Escapement takes the opposite approach: **no simulations at all**. Instead of learning a
simulator-to-inference mapping, it uses the coalescent likelihood itself -- the same
equations derived in every Timepiece -- as a differentiable loss function. The network
trains directly on the observed data.

Every Timepiece in this book derives two things:

1. **A prior**: :math:`P(\text{genealogy} \mid N_e)` from coalescent theory
2. **A likelihood**: :math:`P(\text{data} \mid \text{genealogy}, \mu)` from the mutation model

These are analytical. You don't need to simulate -- you can evaluate them in closed form
for any proposed genealogy.

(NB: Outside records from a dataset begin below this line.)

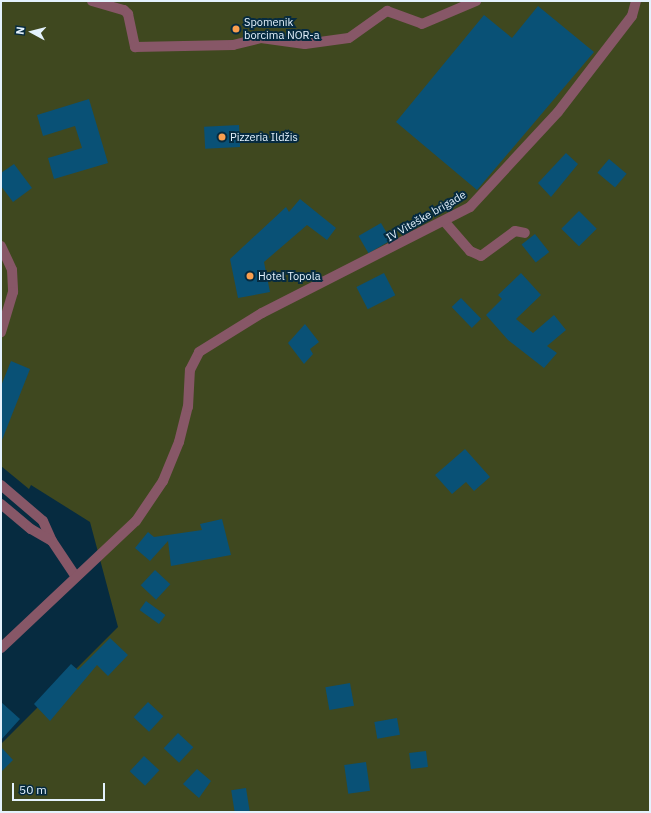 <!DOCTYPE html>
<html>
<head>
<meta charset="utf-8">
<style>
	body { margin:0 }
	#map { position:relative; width:651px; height:813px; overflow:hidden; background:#062b40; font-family:"IBM Plex Sans",sans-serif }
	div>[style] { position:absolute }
	.green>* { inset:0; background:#3f481f }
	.building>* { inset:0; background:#095176; transform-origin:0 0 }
	.street>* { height:10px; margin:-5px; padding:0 5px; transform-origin:5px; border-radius:5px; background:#875767 }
	.dots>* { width:11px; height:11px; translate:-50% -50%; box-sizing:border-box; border:2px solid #062b40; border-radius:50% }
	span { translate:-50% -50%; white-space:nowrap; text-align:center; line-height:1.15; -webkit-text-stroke:4px #062b40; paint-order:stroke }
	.poi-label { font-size:11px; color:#e4f2fd }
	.left { translate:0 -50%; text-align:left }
	.street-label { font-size:11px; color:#e4f2fd }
	.frame { position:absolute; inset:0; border:2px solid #e4f2fd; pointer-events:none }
	.north { position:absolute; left:12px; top:12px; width:40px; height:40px; -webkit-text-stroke:3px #062b40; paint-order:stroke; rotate:277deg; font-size:11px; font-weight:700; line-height:16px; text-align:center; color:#e4f2fd }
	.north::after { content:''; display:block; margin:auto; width:14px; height:18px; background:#e4f2fd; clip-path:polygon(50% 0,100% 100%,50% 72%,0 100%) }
	.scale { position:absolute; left:12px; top:783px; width:93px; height:18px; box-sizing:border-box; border:2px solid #e4f2fd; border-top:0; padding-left:5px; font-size:12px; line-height:14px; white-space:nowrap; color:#e4f2fd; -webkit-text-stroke:3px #062b40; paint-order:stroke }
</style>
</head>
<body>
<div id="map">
	<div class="green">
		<i style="clip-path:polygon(1px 1px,650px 1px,650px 812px,1px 812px,1px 744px,118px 627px,90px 522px,31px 485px,29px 489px,1px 466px)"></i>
	</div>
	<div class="building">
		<i style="clip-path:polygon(538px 6px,594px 52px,477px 190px,396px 122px,484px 15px,512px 38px)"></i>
		<i style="clip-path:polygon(89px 99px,108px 163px,54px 179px,48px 158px,82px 148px,75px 126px,43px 136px,37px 115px)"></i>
		<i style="left:239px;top:125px;width:22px;height:35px;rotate:87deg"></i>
		<i style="clip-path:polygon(566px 153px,578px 164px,551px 197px,538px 183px)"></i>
		<i style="left:609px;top:159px;width:23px;height:18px;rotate:40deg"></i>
		<i style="clip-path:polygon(14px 164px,32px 188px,13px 202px,1px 186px,1px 173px)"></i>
		<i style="clip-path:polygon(300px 199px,336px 228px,327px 240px,307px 225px,264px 262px,270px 292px,238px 298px,230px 259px,286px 207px,289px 212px)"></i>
		<i style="left:579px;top:211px;width:25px;height:25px;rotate:45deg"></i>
		<i style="left:381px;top:223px;width:20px;height:26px;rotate:60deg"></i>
		<i style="left:535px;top:234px;width:23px;height:17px;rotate:52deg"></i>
		<i style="left:384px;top:273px;width:25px;height:31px;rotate:63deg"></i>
		<i style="clip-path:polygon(521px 273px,541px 295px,516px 319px,533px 333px,554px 315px,566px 330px,547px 346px,557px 353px,544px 368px,508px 340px,486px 315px,502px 299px,498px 295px)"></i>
		<i style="left:461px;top:298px;width:29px;height:13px;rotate:46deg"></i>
		<i style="clip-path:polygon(305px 324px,319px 342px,310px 349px,313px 354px,304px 364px,288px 343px)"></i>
		<i style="clip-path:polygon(11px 361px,30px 369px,2px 440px,1px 386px)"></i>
		<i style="clip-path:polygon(465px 449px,490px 477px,474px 491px,466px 482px,452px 494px,435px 475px)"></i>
		<i style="clip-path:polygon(222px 519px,231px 555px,171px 566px,168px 541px,150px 561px,135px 548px,148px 532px,154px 537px,202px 530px,200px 524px)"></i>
		<i style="left:155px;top:570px;width:21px;height:21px;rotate:43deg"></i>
		<i style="left:146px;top:601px;width:24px;height:11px;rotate:36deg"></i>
		<i style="clip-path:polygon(110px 638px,128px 655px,108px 676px,97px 665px,50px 721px,34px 704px,71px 664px,78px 670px)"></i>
		<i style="left:350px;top:683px;width:23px;height:25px;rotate:80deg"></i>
		<i style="clip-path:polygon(1px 702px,20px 719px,1px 740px)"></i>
		<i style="left:148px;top:702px;width:21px;height:21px;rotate:43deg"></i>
		<i style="left:397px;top:718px;width:17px;height:23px;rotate:80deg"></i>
		<i style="left:178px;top:733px;width:21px;height:21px;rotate:43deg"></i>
		<i style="clip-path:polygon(1px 747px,13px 760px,1px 772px)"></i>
		<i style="left:426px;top:751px;width:16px;height:17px;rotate:83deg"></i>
		<i style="left:144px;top:756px;width:21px;height:21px;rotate:43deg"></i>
		<i style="left:366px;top:762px;width:29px;height:22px;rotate:82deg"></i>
		<i style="clip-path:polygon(197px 769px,211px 781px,199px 798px,183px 784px)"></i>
		<i style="left:246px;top:788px;width:24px;height:15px;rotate:81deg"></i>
	</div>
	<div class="street">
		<i style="left:92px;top:1px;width:33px;rotate:16deg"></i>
		<i style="left:124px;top:10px;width:6px;rotate:45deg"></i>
		<i style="left:128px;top:14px;width:34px;rotate:78deg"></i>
		<i style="left:135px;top:47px;width:98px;rotate:-1.2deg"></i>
		<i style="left:233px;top:45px;width:29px;rotate:-14deg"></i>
		<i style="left:261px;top:38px;width:44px;rotate:7.8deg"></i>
		<i style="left:305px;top:44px;width:44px;rotate:-7.8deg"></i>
		<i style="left:349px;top:38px;width:47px;rotate:-35.4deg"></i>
		<i style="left:387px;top:11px;width:37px;rotate:20deg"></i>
		<i style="left:422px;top:24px;width:59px;rotate:-23.1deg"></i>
		<i style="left:444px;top:221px;width:40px;rotate:49deg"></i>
		<i style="left:470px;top:251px;width:12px;rotate:24deg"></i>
		<i style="left:481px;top:256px;width:42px;rotate:-36.3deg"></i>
		<i style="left:515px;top:231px;width:10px;rotate:11deg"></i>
		<i style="left:1px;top:246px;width:26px;rotate:65deg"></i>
		<i style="left:12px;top:270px;width:22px;rotate:87deg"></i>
		<i style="left:13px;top:292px;width:42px;rotate:106.7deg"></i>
		<i style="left:1px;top:485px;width:55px;rotate:40.6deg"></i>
		<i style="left:43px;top:521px;width:22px;rotate:66deg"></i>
		<i style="left:52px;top:541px;width:43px;rotate:56.3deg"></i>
		<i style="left:1px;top:504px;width:39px;rotate:40deg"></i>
		<i style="left:31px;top:529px;width:24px;rotate:30deg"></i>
		<i style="left:1px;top:648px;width:185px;rotate:-43.3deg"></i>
		<i style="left:136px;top:521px;width:48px;rotate:-56deg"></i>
		<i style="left:163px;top:481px;width:42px;rotate:-67.7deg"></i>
		<i style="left:179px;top:442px;width:36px;rotate:-76deg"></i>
		<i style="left:188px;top:407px;width:37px;rotate:-87deg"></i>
		<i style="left:190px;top:370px;width:20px;rotate:-63deg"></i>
		<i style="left:199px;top:352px;width:74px;rotate:-31.8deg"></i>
		<i style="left:262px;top:313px;width:233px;rotate:-27deg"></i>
		<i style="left:470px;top:207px;width:129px;rotate:-47.2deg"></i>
		<i style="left:558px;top:112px;width:121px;rotate:-52.4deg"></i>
		<i style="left:632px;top:16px;width:16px;rotate:-75deg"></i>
	</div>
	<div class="dots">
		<i style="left:236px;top:29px;background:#fa9f4f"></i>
		<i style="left:222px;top:137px;background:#fa9f4f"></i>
		<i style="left:250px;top:276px;background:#fa9f4f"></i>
	</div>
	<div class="poi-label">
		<span class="left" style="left:244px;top:29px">Spomenik<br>borcima NOR-a</span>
		<span class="left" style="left:230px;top:137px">Pizzeria Ildžis</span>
		<span class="left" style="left:258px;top:276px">Hotel Topola</span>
	</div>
	<div class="street-label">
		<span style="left:426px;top:216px;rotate:-30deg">IV Viteške brigade</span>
	</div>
	<div class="frame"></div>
	<div class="north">N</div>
	<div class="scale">50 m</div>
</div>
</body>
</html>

The intractable part is the posterior:

.. math::

   P(\text{genealogy} \mid \text{data}, N_e, \mu)
   \propto P(\text{data} \mid \text{genealogy}, \mu) \cdot P(\text{genealogy} \mid N_e)

The space of genealogies is combinatorial and enormous. Classical methods handle this
differently: PSMC discretizes and uses an HMM. ARGweaver and SINGER sample with MCMC.
tsinfer finds a point estimate via heuristics. tsdate uses variational approximation
with hand-derived updates.

Escapement introduces a new option: **learn the variational posterior with a neural
network**, optimized against the true coalescent likelihood.

.. admonition:: The name

   The escapement is the only part of a mechanical watch that needs no external
   calibration -- it generates its own rhythm from first principles. The geometry of
   the escape wheel and pallet fork, combined with the physics of the balance spring,
   produces a precise oscillation without reference to any external standard.
   Similarly, Escapement generates its inference from the mathematical principles of
   the coalescent, without reference to any external simulation standard.

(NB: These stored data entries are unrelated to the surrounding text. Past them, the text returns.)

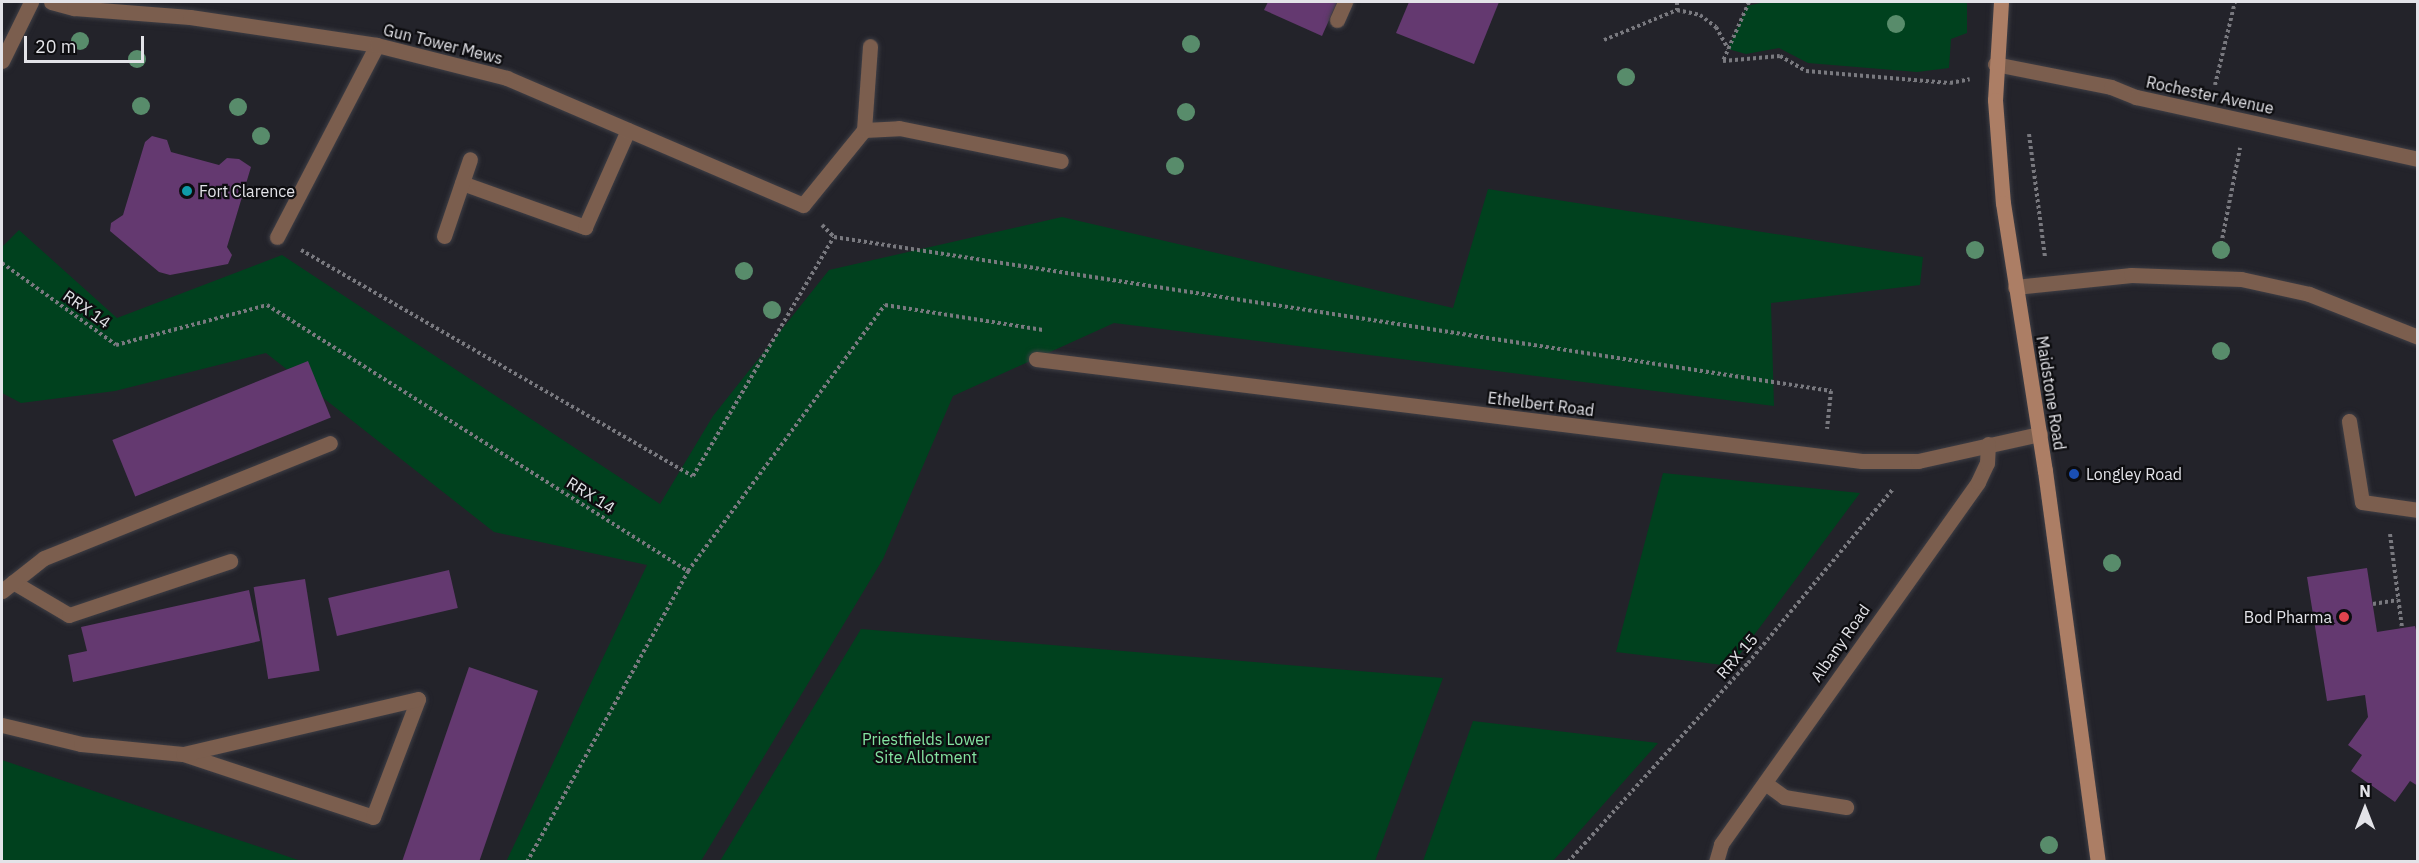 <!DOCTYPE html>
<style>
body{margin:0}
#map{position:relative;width:2419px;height:863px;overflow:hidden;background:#23232a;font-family:"IBM Plex Sans",sans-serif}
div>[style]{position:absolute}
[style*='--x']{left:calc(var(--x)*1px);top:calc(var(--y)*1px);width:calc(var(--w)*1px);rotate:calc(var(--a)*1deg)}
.green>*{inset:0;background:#00411e}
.building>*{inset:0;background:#643970;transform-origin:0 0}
.path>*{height:4px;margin-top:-2px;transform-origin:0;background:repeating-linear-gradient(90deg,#79797f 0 3px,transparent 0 6px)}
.roads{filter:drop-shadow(0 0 2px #3e3e45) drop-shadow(0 0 2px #3e3e45)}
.service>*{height:15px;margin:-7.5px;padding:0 7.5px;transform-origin:7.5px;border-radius:7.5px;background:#7b5e4e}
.minor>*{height:15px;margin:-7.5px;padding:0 7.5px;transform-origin:7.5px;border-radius:7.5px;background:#7b5e4e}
.tertiary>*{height:15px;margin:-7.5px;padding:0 7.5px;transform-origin:7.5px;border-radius:7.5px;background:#7b5e4e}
.secondary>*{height:15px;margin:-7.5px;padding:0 7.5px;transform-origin:7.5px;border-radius:7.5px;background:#ac7e65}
.trees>*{width:18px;height:18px;margin:-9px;border-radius:50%;background:#588c6b}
.dots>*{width:16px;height:16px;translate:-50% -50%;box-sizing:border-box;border:3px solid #0d0d10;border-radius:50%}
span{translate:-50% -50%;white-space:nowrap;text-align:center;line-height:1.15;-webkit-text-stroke:4.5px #0d0d10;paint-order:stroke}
.street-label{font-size:16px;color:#e3e3e8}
.poi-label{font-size:16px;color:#e3e3e8}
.left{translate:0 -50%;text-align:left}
.right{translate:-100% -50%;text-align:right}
.park-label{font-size:16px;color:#83e2a0}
.frame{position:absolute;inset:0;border:3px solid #e3e3e8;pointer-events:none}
.north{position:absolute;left:2335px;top:779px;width:60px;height:60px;-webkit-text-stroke:4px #0d0d10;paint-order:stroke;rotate:0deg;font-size:16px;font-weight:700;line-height:24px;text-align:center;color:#e3e3e8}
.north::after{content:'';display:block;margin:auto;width:21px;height:27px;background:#e3e3e8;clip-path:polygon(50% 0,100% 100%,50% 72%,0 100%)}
.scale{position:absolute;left:24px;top:36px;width:120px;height:27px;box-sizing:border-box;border:3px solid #e3e3e8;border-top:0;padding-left:8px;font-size:18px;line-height:21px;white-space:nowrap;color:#e3e3e8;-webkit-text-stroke:4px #0d0d10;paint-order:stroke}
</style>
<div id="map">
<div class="green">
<i style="clip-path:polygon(1765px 2px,1967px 2px,1967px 33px,1951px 39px,1949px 68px,1917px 72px,1808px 63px,1779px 48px,1746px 54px,1728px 49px,1747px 6px)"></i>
<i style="clip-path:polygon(1488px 189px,1923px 257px,1920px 285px,1771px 303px,1774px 406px,1114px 323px,953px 396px,883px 559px,701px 861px,506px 862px,647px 565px,494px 532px,266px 353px,115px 391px,21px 403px,2px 393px,2px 247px,19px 230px,117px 318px,282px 255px,660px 504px,713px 416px,829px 270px,1062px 217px,1453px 308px)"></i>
<i style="clip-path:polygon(1663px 473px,1860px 493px,1731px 666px,1616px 652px)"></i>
<i style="clip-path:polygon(861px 629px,1443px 678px,1375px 861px,720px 861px)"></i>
<i style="clip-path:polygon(1473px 721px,1658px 743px,1553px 861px,1423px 861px)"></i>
<i style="clip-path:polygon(2px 760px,301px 861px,2px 861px)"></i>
</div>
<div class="building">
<i style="clip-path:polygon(1268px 2px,1337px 2px,1322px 36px,1264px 10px)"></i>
<i style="clip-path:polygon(1409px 2px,1499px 2px,1474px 64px,1396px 33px)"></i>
<i style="clip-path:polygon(152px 136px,167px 140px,171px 152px,219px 165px,227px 158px,239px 159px,251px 167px,227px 247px,232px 255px,228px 264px,170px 275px,159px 272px,110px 231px,111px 223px,123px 215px,145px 142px)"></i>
<i style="left:308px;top:361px;width:61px;height:211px;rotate:68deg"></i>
<i style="clip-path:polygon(2367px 568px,2377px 632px,2415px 626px,2418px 638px,2418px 786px,2410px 781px,2395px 802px,2351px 771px,2362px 755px,2348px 745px,2368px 717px,2365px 695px,2327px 701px,2307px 577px)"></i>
<i style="left:449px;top:570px;width:39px;height:124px;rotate:77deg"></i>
<i style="left:305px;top:579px;width:93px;height:52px;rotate:81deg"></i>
<i style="clip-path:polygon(249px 590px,260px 641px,73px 682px,68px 655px,87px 651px,81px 627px)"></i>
<i style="left:469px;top:667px;width:73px;height:207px;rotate:19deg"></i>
</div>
<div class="path">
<i style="--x:1677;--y:2;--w:8;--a:90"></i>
<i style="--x:1677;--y:10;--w:24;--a:12"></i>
<i style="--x:1700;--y:15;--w:20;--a:37"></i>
<i style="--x:1716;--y:27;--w:25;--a:61"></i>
<i style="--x:1749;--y:2;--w:64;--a:113.8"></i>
<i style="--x:1723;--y:61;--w:57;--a:-5"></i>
<i style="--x:1780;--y:56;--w:30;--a:30"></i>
<i style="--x:1806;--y:71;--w:144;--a:4.8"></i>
<i style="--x:1950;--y:83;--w:20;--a:-11"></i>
<i style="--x:1604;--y:40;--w:79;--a:-22.3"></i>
<i style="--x:2215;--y:85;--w:85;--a:-76.5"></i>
<i style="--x:2029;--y:134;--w:124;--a:82.6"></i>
<i style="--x:822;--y:225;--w:17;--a:45"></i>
<i style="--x:301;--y:250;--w:452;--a:30"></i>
<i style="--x:693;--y:476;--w:277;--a:-59.5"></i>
<i style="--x:834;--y:237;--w:1009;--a:8.78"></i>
<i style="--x:1831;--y:391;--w:38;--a:96"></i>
<i style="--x:2220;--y:250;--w:104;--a:-78.9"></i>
<i style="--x:2;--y:263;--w:140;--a:35.7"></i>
<i style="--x:116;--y:345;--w:156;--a:-14.8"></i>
<i style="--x:267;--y:305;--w:498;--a:32.3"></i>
<i style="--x:688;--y:571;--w:331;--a:-53.5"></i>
<i style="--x:885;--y:305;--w:160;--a:9"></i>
<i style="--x:2390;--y:534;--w:95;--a:82.7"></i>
<i style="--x:2373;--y:604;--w:25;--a:-9"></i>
<i style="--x:527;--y:862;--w:333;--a:-61"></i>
<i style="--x:1568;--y:862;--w:268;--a:-47.9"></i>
<i style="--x:1748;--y:663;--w:226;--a:-50.2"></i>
</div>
<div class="roads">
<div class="service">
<i style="--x:864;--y:130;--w:35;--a:-3"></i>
<i style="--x:899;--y:128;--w:165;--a:11.5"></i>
<i style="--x:462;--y:183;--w:131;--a:19.7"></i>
<i style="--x:585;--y:227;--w:106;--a:-66.1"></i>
<i style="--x:803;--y:205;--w:97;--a:-50.9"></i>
<i style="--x:864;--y:130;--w:84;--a:-85.9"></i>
<i style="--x:444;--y:236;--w:81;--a:-71.3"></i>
<i style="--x:277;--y:237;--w:216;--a:-62.5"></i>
<i style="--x:2349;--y:421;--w:82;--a:80.9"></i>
<i style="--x:2362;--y:502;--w:57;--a:8.1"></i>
<i style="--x:13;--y:582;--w:65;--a:30.5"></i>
<i style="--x:69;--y:615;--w:170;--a:-18.5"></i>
<i style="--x:2;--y:591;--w:53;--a:-38.2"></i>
<i style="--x:44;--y:558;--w:308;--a:-21.9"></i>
<i style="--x:2;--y:725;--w:81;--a:13.5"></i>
<i style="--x:81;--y:744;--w:102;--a:5.6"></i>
<i style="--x:183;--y:754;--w:200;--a:18.3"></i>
<i style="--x:373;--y:817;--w:126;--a:-69.1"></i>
<i style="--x:418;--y:699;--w:241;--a:166.8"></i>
<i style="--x:1765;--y:783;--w:24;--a:36"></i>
<i style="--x:1784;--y:797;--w:63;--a:9.2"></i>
</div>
<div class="minor">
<i style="--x:51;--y:2;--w:24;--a:15"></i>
<i style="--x:74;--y:8;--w:116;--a:4.4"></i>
<i style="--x:190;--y:17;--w:189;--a:8.5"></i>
<i style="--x:377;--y:45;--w:134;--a:14.2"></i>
<i style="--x:507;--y:78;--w:322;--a:23.2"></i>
<i style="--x:1337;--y:20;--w:20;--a:-66"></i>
<i style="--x:1995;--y:64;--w:118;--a:11.2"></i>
<i style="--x:2111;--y:87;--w:27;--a:22"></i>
<i style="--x:2136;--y:97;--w:289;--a:12.4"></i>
<i style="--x:2015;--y:287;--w:117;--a:-5.9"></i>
<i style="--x:2131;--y:275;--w:110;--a:2.1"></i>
<i style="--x:2241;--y:279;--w:70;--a:12.4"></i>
<i style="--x:2309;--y:294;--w:117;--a:21.5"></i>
<i style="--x:1036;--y:359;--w:832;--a:7.04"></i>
<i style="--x:1862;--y:461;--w:56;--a:0"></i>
<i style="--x:1918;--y:461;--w:125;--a:-12.5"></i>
<i style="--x:1716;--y:862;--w:19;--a:-74"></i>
<i style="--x:1721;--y:844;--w:444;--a:-54.6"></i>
<i style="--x:1978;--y:482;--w:21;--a:-65"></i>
<i style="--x:1987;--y:463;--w:19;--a:-87"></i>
</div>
<div class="tertiary">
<i style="--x:2;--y:61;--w:66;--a:-63.8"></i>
</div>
<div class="secondary">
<i style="--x:2001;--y:2;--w:98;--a:93.5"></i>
<i style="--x:1995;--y:100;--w:103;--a:85.6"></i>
<i style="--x:2003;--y:203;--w:271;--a:81.1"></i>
<i style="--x:2045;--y:471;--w:395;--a:82.3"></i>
</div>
</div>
<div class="trees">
<i style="left:1896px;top:24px"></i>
<i style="left:80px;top:41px"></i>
<i style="left:1191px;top:44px"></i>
<i style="left:137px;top:59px"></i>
<i style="left:1626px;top:77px"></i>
<i style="left:141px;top:106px"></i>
<i style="left:238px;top:107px"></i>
<i style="left:1186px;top:112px"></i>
<i style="left:261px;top:136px"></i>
<i style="left:1175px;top:166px"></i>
<i style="left:1975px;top:250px"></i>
<i style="left:2221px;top:250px"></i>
<i style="left:744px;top:271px"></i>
<i style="left:772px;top:310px"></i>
<i style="left:2221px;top:351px"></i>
<i style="left:2112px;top:563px"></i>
<i style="left:2049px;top:845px"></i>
</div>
<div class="dots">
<i style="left:187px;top:191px;background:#0f9aa8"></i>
<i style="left:2074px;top:474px;background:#1a4fb4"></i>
<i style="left:2344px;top:617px;background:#e0444e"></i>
</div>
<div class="street-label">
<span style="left:443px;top:44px;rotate:14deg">Gun Tower Mews</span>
<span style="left:2210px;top:95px;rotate:12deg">Rochester Avenue</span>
<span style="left:87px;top:309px;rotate:35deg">RRX 14</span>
<span style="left:2051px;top:393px;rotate:81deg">Maidstone Road</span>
<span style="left:1541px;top:404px;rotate:7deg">Ethelbert Road</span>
<span style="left:591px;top:495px;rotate:32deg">RRX 14</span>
<span style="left:1840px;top:643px;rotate:-55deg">Albany Road</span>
<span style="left:1737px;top:656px;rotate:-49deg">RRX 15</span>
</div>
<div class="poi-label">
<span class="left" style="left:199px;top:191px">Fort Clarence</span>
<span class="left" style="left:2086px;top:474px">Longley Road</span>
<span class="right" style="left:2332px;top:617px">Bod Pharma</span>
</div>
<div class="park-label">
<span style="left:926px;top:748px">Priestfields Lower<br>Site Allotment</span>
</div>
<div class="frame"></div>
<div class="north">N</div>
<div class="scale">20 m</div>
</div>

The four modules of Escapement:

1. **The Genealogy Encoder** (the escape wheel) -- A Transformer that processes the
   genotype matrix, producing per-sample, per-position latent vectors. The same
   architecture as Mainspring's encoder, but optimized against a different loss.

2. **The Variational Tree Posterior** (the pallet fork) -- Produces a distribution
   over tree sequences: soft parent assignments via Gumbel-softmax (topology),
   reparameterized gamma distributions (branch lengths, from tsdate/Gamma-SMC),
   and Bernoulli breakpoints (from the SMC recombination model).

3. **The Differentiable Likelihood** (the balance spring) -- Pure math, no neural
   networks. Given a sampled genealogy, computes the Poisson mutation likelihood
   (from tsdate), the Kingman coalescent prior (from msprime/PSMC), and the
   entropy of the variational posterior. These three terms form the ELBO.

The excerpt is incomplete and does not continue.